Protists are the eukaryotes that cannot be classified as plants, fungi or animals. They are mostly unicellular and microscopic. Many unicellular protists, particularly protozoans, are motile and can generate movement using flagella, cilia or pseudopods. Cells which use flagella for movement are usually referred to as flagellates, cells which use cilia are usually referred to as ciliates, and cells which use pseudopods are usually referred to as amoeba or amoeboids. Other protists are not motile, and consequently have no built-in movement mechanism.

Modes of locomotion

Protists according to how they move
Type of protist Movement mechanism Description Example Other examples
Motile Flagellates A flagellum (Latin for whip) is a lash-like appendage that protrudes from the cell body of some protists (as well as some bacteria). Flagellates use from one to several flagella for locomotion and sometimes as feeding and sensory organelle. Cryptophytes All dinoflagellates and nanoflagellates (choanoflagellates, silicoflagellates, most green algae)[1][2]
(Other protists go through a phase as gametes when they have temporary flagellum – some radiolarians, foraminiferans and Apicomplexa)
Ciliates A cilium (Latin for eyelash) is a tiny flagellum. Ciliates use multiple cilia, which can number in many hundreds, to power themselves through the water. Paramecium bursaria
click to see cilia 		Foraminiferans, and some marine amoebae, ciliates and flagellates.
Amoebas
(amoeboids) 		Pseudopods (Greek for false feet) are lobe-like appendages which amoebas use to anchor to a solid surface and pull themselves forward. They can change their shape by extending and retracting these pseudopods.[3]
Amoeba Found in every major protist lineage. Amoeboid cells occur among the protozoans, but also in the algae and the fungi.[4][5]
Not motile
none
Diatom Diatoms, coccolithophores, and non‐motile species of Phaeocystis[2] Among protozoans the parasitic Apicomplexa are non‐motile.

Flagellates

Difference of beating pattern of flagellum and cilium

Flagella are used in prokaryotes (archaea and bacteria) as well as protists. In addition, both flagella and cilia are widely used in eukaryotic cells (plant and animal) apart from protists.

The regular beat patterns of eukaryotic cilia and flagella generates motion on a cellular level. Examples range from the propulsion of single cells such as the swimming of spermatozoa to the transport of fluid along a stationary layer of cells such as in a respiratory tract. Though eukaryotic flagella and motile cilia are ultrastructurally identical, the beating pattern of the two organelles can be different. In the case of flagella, the motion is often planar and wave-like, whereas the motile cilia often perform a more complicated three-dimensional motion with a power and recovery stroke.

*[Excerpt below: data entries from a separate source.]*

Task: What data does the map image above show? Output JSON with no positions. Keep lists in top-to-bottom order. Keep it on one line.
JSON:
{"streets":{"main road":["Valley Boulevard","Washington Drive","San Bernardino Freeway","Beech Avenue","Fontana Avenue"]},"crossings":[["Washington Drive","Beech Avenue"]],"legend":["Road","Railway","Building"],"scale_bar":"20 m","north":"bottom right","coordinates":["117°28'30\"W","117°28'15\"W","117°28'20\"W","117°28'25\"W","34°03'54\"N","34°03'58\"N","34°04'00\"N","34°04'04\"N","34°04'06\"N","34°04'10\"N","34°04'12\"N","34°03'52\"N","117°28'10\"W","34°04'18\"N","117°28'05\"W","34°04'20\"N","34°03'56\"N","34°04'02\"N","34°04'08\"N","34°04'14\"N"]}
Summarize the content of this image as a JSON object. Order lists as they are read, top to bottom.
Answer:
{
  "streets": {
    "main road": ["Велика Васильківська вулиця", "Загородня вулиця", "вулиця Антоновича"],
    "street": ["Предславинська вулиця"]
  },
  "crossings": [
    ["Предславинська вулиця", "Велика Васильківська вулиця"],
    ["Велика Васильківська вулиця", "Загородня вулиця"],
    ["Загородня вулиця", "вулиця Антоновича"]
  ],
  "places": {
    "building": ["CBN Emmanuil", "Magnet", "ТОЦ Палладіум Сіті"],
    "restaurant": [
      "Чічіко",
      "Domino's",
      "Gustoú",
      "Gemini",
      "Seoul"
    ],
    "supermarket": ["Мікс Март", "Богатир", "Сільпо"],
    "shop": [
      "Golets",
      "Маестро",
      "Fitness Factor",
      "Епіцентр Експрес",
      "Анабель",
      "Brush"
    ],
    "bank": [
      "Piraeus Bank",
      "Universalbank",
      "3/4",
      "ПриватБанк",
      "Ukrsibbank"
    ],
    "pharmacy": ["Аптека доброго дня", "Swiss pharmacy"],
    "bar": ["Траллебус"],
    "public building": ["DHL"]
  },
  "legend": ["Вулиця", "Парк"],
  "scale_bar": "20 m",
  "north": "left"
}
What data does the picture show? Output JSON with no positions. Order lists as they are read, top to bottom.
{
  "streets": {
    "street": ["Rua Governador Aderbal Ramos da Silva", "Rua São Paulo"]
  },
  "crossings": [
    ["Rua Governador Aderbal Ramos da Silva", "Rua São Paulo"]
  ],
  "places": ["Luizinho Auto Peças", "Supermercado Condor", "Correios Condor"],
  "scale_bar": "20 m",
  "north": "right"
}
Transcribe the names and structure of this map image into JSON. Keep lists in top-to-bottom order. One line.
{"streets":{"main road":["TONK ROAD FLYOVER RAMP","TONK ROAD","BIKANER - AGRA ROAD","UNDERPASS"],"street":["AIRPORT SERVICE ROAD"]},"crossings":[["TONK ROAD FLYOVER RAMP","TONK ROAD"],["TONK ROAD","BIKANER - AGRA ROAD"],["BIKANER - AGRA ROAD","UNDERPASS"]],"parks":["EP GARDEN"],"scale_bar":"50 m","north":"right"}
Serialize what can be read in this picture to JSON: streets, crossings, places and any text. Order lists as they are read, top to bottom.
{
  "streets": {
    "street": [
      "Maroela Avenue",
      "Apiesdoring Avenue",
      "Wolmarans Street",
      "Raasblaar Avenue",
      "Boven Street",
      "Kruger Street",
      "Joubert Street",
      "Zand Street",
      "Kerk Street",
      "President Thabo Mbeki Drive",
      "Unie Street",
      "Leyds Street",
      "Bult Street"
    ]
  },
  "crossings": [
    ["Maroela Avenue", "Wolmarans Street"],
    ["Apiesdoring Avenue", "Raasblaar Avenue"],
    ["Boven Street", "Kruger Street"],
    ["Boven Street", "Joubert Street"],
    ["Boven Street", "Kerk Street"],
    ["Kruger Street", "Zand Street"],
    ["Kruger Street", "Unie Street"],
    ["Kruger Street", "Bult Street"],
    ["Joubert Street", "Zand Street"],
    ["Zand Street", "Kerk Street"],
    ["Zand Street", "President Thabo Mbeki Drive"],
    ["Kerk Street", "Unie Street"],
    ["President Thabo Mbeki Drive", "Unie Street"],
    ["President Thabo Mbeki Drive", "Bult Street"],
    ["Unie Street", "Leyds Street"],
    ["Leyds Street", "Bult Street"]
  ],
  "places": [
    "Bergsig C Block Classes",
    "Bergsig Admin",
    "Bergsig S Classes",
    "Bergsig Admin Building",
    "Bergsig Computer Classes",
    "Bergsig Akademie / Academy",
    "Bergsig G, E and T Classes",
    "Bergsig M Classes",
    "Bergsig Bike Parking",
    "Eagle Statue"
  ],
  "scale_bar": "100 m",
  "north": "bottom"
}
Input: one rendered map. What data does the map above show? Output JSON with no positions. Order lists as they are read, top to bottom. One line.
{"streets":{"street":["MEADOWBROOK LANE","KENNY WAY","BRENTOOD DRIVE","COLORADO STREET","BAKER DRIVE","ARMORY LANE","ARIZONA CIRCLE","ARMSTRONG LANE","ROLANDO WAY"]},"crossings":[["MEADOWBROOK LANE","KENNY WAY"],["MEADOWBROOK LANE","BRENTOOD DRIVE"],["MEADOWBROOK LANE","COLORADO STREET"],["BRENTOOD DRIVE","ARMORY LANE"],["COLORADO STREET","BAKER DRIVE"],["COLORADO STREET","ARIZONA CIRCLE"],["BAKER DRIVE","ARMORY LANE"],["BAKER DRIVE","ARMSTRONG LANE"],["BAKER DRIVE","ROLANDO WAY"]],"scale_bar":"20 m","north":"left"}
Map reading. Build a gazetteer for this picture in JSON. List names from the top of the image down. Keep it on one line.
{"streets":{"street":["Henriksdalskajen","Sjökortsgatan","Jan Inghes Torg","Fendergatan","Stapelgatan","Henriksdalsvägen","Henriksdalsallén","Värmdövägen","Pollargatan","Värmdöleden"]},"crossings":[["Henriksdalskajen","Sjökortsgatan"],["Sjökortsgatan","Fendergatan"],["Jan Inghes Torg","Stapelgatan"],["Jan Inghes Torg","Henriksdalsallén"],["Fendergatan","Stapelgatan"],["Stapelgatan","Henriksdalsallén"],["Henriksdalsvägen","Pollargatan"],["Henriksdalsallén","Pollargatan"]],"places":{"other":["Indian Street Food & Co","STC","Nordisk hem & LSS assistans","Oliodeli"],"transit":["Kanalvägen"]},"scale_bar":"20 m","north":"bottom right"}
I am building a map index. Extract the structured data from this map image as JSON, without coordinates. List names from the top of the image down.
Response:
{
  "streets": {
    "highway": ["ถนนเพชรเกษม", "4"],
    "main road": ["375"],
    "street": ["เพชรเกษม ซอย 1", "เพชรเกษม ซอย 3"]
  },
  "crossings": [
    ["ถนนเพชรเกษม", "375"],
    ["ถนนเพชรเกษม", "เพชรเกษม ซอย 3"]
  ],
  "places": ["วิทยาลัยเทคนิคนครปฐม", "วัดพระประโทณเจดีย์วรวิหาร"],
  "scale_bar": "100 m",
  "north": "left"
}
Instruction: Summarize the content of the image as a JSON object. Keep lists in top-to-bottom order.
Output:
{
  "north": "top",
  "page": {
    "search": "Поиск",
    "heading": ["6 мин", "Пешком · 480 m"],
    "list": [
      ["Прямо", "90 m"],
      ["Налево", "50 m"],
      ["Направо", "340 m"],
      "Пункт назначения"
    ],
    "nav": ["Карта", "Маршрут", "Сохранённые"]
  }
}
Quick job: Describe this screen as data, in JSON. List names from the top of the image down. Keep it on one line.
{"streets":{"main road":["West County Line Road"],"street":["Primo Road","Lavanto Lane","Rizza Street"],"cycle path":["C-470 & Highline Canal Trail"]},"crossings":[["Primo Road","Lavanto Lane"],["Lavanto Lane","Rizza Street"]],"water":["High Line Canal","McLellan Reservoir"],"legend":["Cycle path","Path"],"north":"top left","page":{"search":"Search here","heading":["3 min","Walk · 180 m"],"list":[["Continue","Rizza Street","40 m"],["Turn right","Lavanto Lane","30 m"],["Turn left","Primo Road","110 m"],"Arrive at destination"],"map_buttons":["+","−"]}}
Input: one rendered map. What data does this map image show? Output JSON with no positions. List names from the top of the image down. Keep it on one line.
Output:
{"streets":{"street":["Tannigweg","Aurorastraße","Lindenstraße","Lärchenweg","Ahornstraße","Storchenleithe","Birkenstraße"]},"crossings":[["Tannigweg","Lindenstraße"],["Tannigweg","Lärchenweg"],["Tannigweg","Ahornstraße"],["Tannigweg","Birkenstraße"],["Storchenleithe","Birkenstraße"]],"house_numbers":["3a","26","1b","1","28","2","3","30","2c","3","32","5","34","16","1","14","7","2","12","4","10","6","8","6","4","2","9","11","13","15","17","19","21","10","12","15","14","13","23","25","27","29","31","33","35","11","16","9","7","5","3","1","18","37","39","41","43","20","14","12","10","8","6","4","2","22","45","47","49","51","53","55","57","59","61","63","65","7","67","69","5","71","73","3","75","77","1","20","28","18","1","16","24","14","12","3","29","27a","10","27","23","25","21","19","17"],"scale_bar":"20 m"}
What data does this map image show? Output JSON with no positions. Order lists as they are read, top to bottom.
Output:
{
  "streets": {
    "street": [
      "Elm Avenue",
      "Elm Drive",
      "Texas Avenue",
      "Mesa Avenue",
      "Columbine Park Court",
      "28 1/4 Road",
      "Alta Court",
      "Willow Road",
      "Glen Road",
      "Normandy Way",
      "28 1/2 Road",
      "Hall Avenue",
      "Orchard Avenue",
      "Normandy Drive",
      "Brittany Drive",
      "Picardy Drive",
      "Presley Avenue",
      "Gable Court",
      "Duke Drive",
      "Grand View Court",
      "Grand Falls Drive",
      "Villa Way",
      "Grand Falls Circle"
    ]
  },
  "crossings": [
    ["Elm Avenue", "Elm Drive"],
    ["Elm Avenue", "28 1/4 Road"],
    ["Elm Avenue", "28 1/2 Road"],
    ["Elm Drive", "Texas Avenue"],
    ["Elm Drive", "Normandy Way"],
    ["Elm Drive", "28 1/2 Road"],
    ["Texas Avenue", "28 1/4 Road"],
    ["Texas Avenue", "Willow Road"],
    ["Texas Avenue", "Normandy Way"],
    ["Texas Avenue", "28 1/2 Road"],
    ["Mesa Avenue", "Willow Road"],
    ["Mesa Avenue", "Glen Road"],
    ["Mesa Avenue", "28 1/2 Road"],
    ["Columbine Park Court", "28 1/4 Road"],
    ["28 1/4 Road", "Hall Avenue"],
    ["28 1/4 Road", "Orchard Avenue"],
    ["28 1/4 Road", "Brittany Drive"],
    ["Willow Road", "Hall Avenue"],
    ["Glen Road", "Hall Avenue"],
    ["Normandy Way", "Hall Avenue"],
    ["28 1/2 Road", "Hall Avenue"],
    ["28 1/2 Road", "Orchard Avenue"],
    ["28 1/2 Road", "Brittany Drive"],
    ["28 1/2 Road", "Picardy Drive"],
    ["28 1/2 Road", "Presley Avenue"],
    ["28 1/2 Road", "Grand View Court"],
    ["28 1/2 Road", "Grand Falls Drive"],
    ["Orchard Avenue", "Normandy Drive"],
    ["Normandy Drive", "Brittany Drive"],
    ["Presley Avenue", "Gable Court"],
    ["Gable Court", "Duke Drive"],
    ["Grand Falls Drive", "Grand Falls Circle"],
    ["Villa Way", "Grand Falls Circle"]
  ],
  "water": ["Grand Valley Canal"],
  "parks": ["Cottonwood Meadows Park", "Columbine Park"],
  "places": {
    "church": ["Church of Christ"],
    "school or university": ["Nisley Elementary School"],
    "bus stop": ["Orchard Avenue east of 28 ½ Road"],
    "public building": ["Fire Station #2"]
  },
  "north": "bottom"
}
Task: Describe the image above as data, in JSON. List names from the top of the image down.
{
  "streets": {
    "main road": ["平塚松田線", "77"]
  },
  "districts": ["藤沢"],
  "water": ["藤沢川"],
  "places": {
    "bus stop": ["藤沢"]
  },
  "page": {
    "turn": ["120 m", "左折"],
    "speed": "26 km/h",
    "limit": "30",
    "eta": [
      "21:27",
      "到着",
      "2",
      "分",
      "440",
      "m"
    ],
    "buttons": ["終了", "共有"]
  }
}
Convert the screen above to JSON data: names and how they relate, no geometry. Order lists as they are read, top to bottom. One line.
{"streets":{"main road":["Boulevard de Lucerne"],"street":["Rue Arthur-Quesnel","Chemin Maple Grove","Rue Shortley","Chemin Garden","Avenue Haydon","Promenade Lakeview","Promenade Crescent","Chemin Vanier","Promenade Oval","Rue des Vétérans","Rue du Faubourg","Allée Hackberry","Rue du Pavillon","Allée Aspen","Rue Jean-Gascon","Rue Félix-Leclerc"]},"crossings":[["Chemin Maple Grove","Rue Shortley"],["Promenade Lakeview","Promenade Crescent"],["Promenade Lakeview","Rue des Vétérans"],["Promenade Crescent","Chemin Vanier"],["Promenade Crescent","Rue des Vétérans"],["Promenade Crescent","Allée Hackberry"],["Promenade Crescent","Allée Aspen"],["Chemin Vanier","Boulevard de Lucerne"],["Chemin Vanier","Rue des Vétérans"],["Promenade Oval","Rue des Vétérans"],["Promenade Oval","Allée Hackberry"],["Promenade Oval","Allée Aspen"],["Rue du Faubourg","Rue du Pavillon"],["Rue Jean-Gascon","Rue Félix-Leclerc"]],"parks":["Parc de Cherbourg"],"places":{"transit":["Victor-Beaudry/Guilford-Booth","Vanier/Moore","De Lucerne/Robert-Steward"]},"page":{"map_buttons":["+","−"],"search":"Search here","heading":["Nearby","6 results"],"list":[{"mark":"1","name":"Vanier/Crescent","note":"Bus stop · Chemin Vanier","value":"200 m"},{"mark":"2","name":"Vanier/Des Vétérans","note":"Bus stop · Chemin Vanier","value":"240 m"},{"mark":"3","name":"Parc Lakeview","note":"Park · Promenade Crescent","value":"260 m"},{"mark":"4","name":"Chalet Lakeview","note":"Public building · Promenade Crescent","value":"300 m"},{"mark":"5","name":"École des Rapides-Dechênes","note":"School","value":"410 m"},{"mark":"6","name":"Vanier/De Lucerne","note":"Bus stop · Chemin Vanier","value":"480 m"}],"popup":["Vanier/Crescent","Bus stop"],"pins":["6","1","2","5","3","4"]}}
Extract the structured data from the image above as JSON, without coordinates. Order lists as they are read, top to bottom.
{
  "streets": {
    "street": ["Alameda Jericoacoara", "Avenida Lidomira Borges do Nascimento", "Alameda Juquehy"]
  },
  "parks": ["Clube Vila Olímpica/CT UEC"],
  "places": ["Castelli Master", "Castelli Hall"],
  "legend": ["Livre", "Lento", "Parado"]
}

Eukaryotic flagella—those of animal, plant, and protist cells—are complex cellular projections that lash back and forth. Eukaryotic flagella are classed along with eukaryotic motile cilia as undulipodia[6] to emphasize their distinctive wavy appendage role in cellular function or motility. Primary cilia are immotile, and are not undulipodia.

Marine flagellates from the genera (left to right)
Cryptaulax, Abollifer, Bodo, Rhynchomonas, Kittoksia, Allas, and Metromonas[7]

Ciliates

Cilia performs powerful forward strokes with a stiffened flagellum followed by relatively slow recovery movement with a relaxed flagellum

Ciliates generally have hundreds to thousands of cilia that are densely packed together in arrays. Like the flagella, the cilia are powered by specialised molecular motors. An efficient forward stroke is made with a stiffened flagellum, followed by an inefficient backward stroke made with a relaxed flagellum. During movement, an individual cilium deforms as it uses the high-friction power strokes and the low-friction recovery strokes. Since there are multiple cilia packed together on an individual organism, they display collective behaviour in a metachronal rhythm. This means the deformation of one cilium is in phase with the deformation of its neighbor, causing deformation waves that propagate along the surface of the organism. These propagating waves of cilia are what allow the organism to use the cilia in a coordinated manner to move. A typical example of a ciliated microorganism is the Paramecium, a one-celled, ciliated protozoan covered by thousands of cilia. The cilia beating together allow the Paramecium to propel through the water at speeds of 500 micrometers per second.[8]

External videos
video icon Paramecium: The white rat of ciliates
video icon Flinching saves lives in the microcosmos Journey to the Microcosmos

Amoebas

Amoeba with ingested diatoms

Swimming speeds

Cladogram for some unicellular eukaryote examples
Aquatic organisms (living in marine, brackish, or freshwater environments) have their branches drawn in blue while parasitic organisms have their branches drawn in red. Ciliates are indicated by an asterisk after their names. For each phylum marked in bold font, a representative organism has been sketched next to its name.[9][10]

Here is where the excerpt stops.